### Information provided
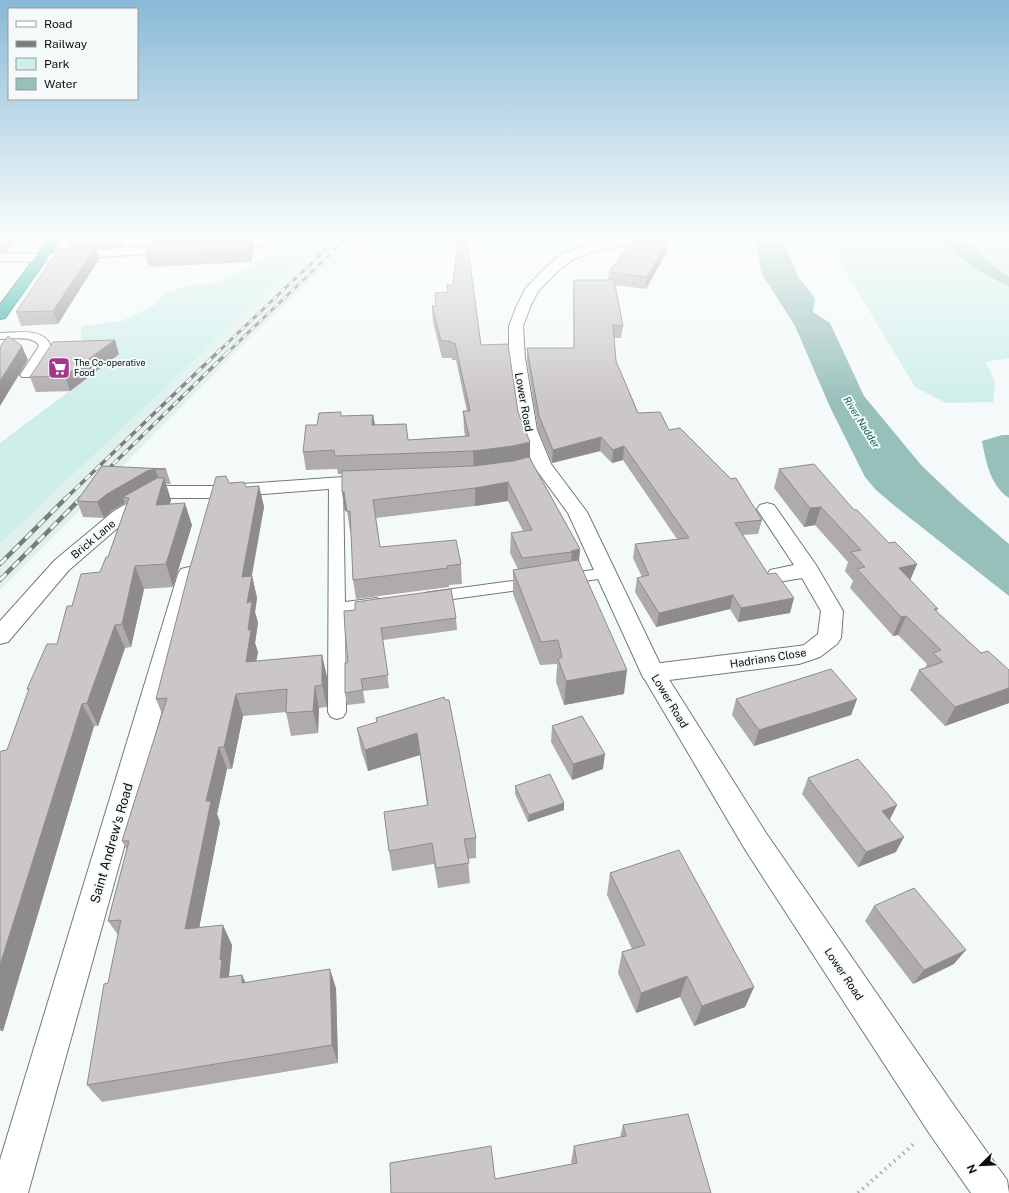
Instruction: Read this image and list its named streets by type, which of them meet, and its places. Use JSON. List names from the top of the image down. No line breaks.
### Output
{"streets":{"street":["Lower Road","Brick Lane","Hadrians Close","Saint Andrew's Road"]},"crossings":[["Lower Road","Hadrians Close"]],"water":["River Nadder"],"places":{"supermarket":["The Co-operative Food"]},"legend":["Road","Railway","Park","Water"],"north":"bottom left"}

### Task description
Extract the full listing exactly, with the pictures left out.

### Solution
Instruction: Read this image and list its named streets by type, which of them meet, and its places. Use JSON. List names from the top of the image down. No line breaks.
### Output
{"streets":{"street":["Lower Road","Brick Lane","Hadrians Close","Saint Andrew's Road"]},"crossings":[["Lower Road","Hadrians Close"]],"water":["River Nadder"],"places":{"supermarket":["The Co-operative Food"]},"legend":["Road","Railway","Park","Water"],"north":"bottom left"}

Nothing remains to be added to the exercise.